Gene expression control through ncRNAs constitutes an important regulatory pathway in MED4 (Axmann et al., 2005; Steglich et al., 2008). However, until now, there has been little information on the ncRNA content in other Prochlorococcus strains. Of the 20 previously described ncRNAs in MED4 (Axmann et al., 2005; Steglich et al., 2008), 16 were also detected here using the differential RNA-seq approach approach. Additionally, we found six new ncRNAs either through manual inspection of nTSS or via computational prediction using RANDfold (Bonnet et al., 2004) (Figure 5 and Supplementary Figure S2 and Supplementary Table S9). For MIT9313, only five ncRNAs that are all homologs of MED4 ncRNAs have been previously identified. Applying the same search criteria as for MED4, we detected five additional ncRNAs in MIT9313 and some potential ncRNA candidates, however with ambiguous hybridization results (Supplementary Figure S3). From sequencing results (300 nTSS in the 454 data set and 639 in the Solexa data) we can expect more ncRNAs to be detected in MIT9313. The five new identified ncRNAs in MIT9313 only occur (in contrast to the known ncRNAs) in low-light-adapted ecotypes (Figure 5 and Supplementary Figure S4 and Supplementary Table S10). The only exception is Yfr103, which also exists in Synechococcus strains CC9311, CC9605 and CC9902. In the same manner, homologs of the newly detected MED4 ncRNAs are restricted to the high-light clade or exclusively occur in MED4—for example, Yfr26 and Yfr27. From this, we conclude that most ncRNAs of Prochlorococcus are high-light- and low-light-clade specific, which indicates the functional importance of these regulators for the adaptation to clade-specific niches. It is well documented that ncRNAs are frequently coregulated with the environmental conditions in which they have a role. Therefore, it is consistent that the gross of tested ncRNAs responded during the adaptation to light, nutrient and temperature fluctuations (Figure 5). The strongest response of ncRNA expression was detectable during nitrogen deprivation and the stationary phase. The adaptation to nitrogen-limiting conditions and stationary phase through regulatory circuits involving ncRNAs has been previously reported for other bacteria (Jäger et al., 2009; Fröhlich et al., 2012).

Figure 5
figure 5

Verification of ncRNA candidates by northern blot hybridization. Different stress conditions have been applied for MED4 and MIT9313 and 5 μg of extracted total RNA was separated on PAA gels and blotted onto nitrocellulose membranes. The size of RNAs was estimated by RNA ladder interpolation and from sequencing data. Fold changes (normalized against the internal standard 5S rRNA) of seven different stresses in comparison with the control hybridization are given in log2.

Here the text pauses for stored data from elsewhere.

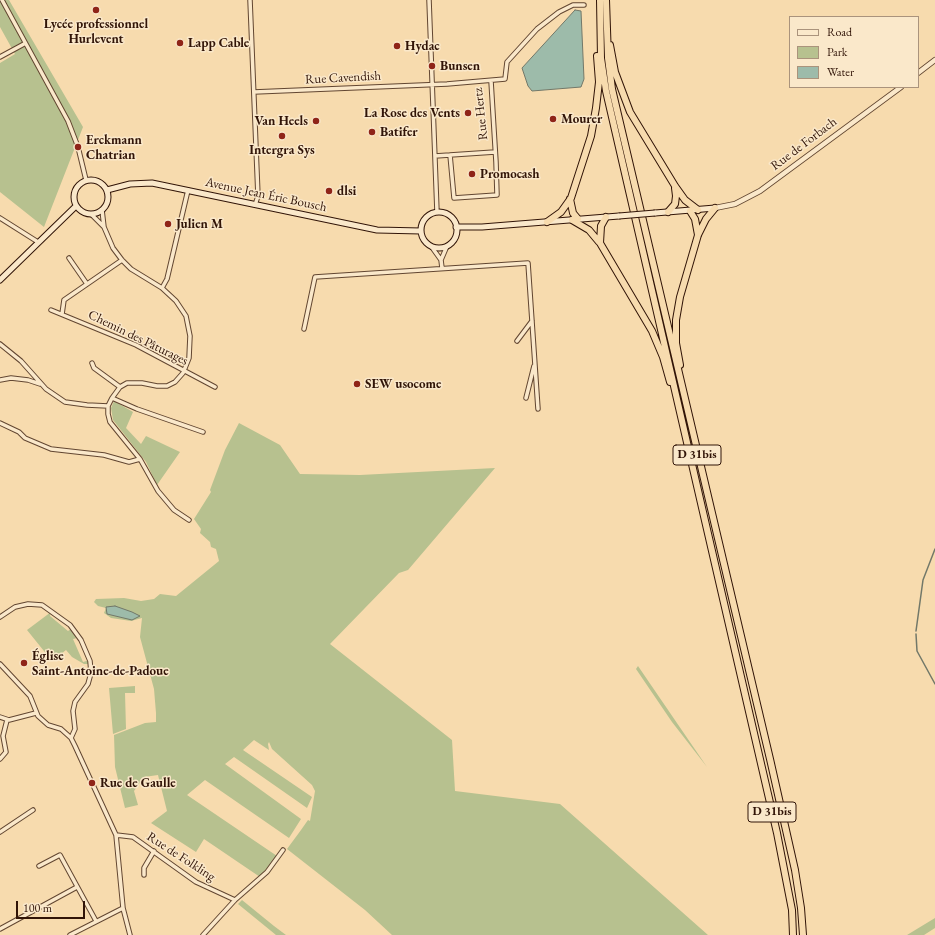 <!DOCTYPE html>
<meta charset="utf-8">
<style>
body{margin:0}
#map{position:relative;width:935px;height:935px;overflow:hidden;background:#f7dbae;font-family:"EB Garamond",serif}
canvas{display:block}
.legend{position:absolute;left:789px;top:16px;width:130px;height:72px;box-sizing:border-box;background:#fae8ca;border:1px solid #aa937c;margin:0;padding:5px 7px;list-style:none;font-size:12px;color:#311407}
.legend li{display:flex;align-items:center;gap:8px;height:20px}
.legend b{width:20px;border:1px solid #aa937c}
.scale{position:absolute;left:16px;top:901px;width:69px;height:18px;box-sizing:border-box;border:2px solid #311407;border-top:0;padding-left:5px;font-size:12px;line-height:14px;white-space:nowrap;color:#311407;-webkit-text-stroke:3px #fae8ca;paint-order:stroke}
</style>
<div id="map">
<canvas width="935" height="935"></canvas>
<ul class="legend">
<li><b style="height:5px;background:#fae8ca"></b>Road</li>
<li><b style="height:11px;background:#b7c18f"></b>Park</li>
<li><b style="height:11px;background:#9dbbaa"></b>Water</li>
</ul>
<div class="scale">100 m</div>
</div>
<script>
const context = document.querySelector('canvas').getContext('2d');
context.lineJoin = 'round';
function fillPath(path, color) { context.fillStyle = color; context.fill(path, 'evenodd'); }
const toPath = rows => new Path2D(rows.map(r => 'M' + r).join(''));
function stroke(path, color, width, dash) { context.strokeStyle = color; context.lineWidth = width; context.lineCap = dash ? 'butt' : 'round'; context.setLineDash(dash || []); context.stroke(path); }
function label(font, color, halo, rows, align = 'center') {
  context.font = font + ' "EB Garamond",serif'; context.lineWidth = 3; context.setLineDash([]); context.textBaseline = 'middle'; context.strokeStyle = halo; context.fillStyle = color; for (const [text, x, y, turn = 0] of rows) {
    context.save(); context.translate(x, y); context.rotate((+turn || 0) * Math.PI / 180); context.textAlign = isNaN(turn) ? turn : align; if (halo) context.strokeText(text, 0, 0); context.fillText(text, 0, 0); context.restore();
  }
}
fillPath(toPath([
 [0,0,9,0,83,127,44,227,0,192,0,63,15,54,0,27],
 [114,401,133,412,126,428,141,444,146,436,180,452,157,485,146,462,113,420,111,408],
 [239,423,280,445,300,474,360,475,495,468,408,570,399,573,330,644,452,740,455,791,560,804,708,935,392,935,365,910,287,849,301,830,308,820,310,821,315,791,312,785,272,749,269,742,268,744,269,750,254,740,243,750,312,797,307,808,234,757,225,764,301,819,289,838,205,780,187,795,277,856,260,877,204,839,196,852,151,823,167,811,158,775,144,777,134,791,138,805,125,808,115,767,114,735,145,723,156,722,156,713,154,689,140,637,142,618,131,621,111,618,104,613,106,608,98,606,94,602,96,599,124,598,141,601,154,599,160,594,176,596,219,561,216,549,211,547,210,542,200,533,201,529,194,519,211,492,210,490,225,450],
 [51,612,50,616,68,631,71,629,77,638,73,639,83,662,90,660,90,664,84,664,72,657,66,650,52,661,27,630],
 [638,666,707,767,672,722,636,669],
 [135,686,135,693,125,693,126,729,113,734,109,688],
 [242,900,274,926,286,935,276,935,238,904],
 [935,918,935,928,924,935,907,935]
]), '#b7c18f');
const water = toPath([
 [575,10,581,11,584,79,581,87,532,91,528,86,522,68,575,10],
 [115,606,132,612,140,616,132,620,107,614,106,607,115,606]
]);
fillPath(water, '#9dbbaa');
stroke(water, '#727869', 1);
stroke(toPath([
 [916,631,923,580,935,549],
 [916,634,917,651,935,684]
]), '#727869', 1.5);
const minor = toPath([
 [2,0,68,121,78,147,86,180],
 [250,0,258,196,255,205],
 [429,0,437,212],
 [0,57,24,44],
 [491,81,496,162,497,195,454,198,450,155,495,152],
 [254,92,447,84,505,79,507,62,537,29,559,12,573,5,584,5],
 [435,156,450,155],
 [102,210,104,227,113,248,122,260,131,269,162,288,176,301,186,316,190,336,189,358,183,373,175,382,167,386,157,386,142,383,127,383,120,387,112,398,108,406,108,414,110,422,140,459,158,491,174,510,189,520],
 [91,214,104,227],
 [0,218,38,242],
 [431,246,441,260],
 [69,258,87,284],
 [442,268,441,260,447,246],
 [162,288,167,279,188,190],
 [51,310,136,345,215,387],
 [62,314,64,300,122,260],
 [304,329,315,277,528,263,538,409],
 [517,341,532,321],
 [0,344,21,361,46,389,65,402,87,405,108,406],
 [92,363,94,368,120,387],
 [0,380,11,378,28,380,40,384],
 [112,398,137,409,203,432],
 [526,398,534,366],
 [0,423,19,432,25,438,51,449,104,455,129,462,140,459],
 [0,617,15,607,28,604,42,605,70,625,81,640,90,661,91,673,88,684,75,702,73,711,75,729,71,738],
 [0,664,30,696,38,716,48,725,61,729,71,738,75,746,116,835,123,908,130,935],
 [0,717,9,720,36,713],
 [0,759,6,752,3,736,7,720],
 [0,832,33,810],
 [116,835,133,837,196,882,235,900],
 [39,866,60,855,96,921],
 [144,875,144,868,154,851],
 [0,929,77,887],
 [70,935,123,908],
 [203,935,235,900,267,872,283,850]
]);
const tertiary = toPath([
 [918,73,935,60],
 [715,208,735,204,760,191,901,87]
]);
const secondary = toPath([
 '74 197a17 17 0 1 1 34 0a17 17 0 1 1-34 0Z',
 [107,190,130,184,152,183,377,230,421,231],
 '421 230a18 18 0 1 1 36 0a18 18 0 1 1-36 0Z',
 [655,213,715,208],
 [456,227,482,227,619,216],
 [0,280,76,206]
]);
const trunk = toPath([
 [600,0,601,58,606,91,777,833,792,910,793,935],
 [606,0,608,58,612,89,770,759,795,870,801,908,803,935],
 [610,45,615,72,630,112,675,186,685,200,698,210],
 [570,199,573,213,578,219],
 [690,211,695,219,698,235],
 [668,212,675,204,676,196,675,188],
 [606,217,601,226,600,243,652,331,663,357,670,382],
 [572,220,589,230,599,242],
 [547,222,561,212,571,198,591,136,596,108,599,82,597,56],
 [680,365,676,343,676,320,680,297,698,235,706,219,715,208]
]);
stroke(minor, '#624631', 5.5);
stroke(tertiary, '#624631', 6);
stroke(secondary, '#311407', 7);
stroke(trunk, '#311407', 8);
stroke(minor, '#fae8ca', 3.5);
stroke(tertiary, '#fae8ca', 4.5);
stroke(secondary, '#fae8ca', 5);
stroke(trunk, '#f7dbae', 6);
const secondaryBridge = toPath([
 [619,216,655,213]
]);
stroke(secondaryBridge, '#311407', 7, []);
stroke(secondaryBridge, '#fae8ca', 5);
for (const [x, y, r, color] of [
 [96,10,4,"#8f2418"],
 [180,43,4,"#8f2418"],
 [397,46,4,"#8f2418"],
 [432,66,4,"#8f2418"],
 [468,113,4,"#8f2418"],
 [553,119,4,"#8f2418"],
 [316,121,4,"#8f2418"],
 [372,132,4,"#8f2418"],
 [282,136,4,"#8f2418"],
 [78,147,4,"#8f2418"],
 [472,174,4,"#8f2418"],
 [329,191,4,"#8f2418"],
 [168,224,4,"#8f2418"],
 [357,384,4,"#8f2418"],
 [24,663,4,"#8f2418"],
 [92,783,4,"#8f2418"]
]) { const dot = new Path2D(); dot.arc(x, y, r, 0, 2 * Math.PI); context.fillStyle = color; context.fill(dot); stroke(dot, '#fae8ca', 1.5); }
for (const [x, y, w] of [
 [697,455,48],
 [772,812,48]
]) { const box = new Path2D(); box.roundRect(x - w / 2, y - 10, w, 20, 3); context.fillStyle = '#fae8ca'; context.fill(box); stroke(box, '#311407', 1); }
label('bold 12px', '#311407', null, [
 ["D 31bis",697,455],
 ["D 31bis",772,812]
]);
label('bold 13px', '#311407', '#fae8ca', [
 ["Lycée professionnel",96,24,"center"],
 ["Hurlevent",96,39,"center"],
 ["Lapp Cable",188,43],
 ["Hydac",405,46],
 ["Bunsen",440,66],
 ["La Rose des Vents",460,113,"right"],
 ["Mourer",561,119],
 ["Van Heels",308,121,"right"],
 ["Batifer",380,132],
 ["Erckmann",86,140],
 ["Chatrian",86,155],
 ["Intergra Sys",282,150,"center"],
 ["Promocash",480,174],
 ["dlsi",337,191],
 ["Julien M",176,224],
 ["SEW usocome",365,384],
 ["Église",32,656],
 ["Saint-Antoine-de-Padoue",32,671],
 ["Rue de Gaulle",100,783]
], 'left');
label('13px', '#311407', '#fae8ca', [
 ["Rue Cavendish",343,78,-3],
 ["Rue Hertz",481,114,-96],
 ["Rue de Forbach",804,144,-37],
 ["Avenue Jean Éric Bousch",266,195,12],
 ["Chemin des Pâturages",138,338,26],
 ["Rue de Folkling",181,857,33]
]);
</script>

In summary, our data support the previously suggested importance of ncRNAs in the regulatory network of MED4, a view that now can be expanded to the low-light-adapted strain MIT9313 and probably Prochlorococcus in general.

Conclusions and possible implications

We discovered a dense promoter activity in both strains and very diverse transcriptome architectures between MED4 and MIT9313. A major fraction of newly identified transcripts is represented by asRNAs, which infers that the transcript pool is nearly twice as complex as the annotated gene content in both MED4 and MIT9313. The accumulation of short asRNAs may be a factor contributing to the reported short global RNA half-life times (2.4 minutes) (Steglich et al., 2010) despite Prochlorococcus’ slow doubling times of usually one per day (Partensky et al., 1999). Not only are these short asRNAs upon pairing to mRNA perfect substrates for ribonuclease III, which recognizes double-stranded RNA, but the partial overlap of mRNA−asRNA duplexes could also generate additional entry sites in single-stranded regions for ribonuclease E (Stazic et al., 2011), which is the major ribonuclease in regulated mRNA ribolysis. Thus, a high substrate availability for ribonuclease might lead to enhanced RNA turnover rates. The high number of asRNAs compared protein regulators in Prochlorococcus could explain the short length of the 5′UTRs; these regions are essential for gene regulation through protein regulators (and trans-acting ncRNAs) but are less important for asRNA-mediated gene regulation.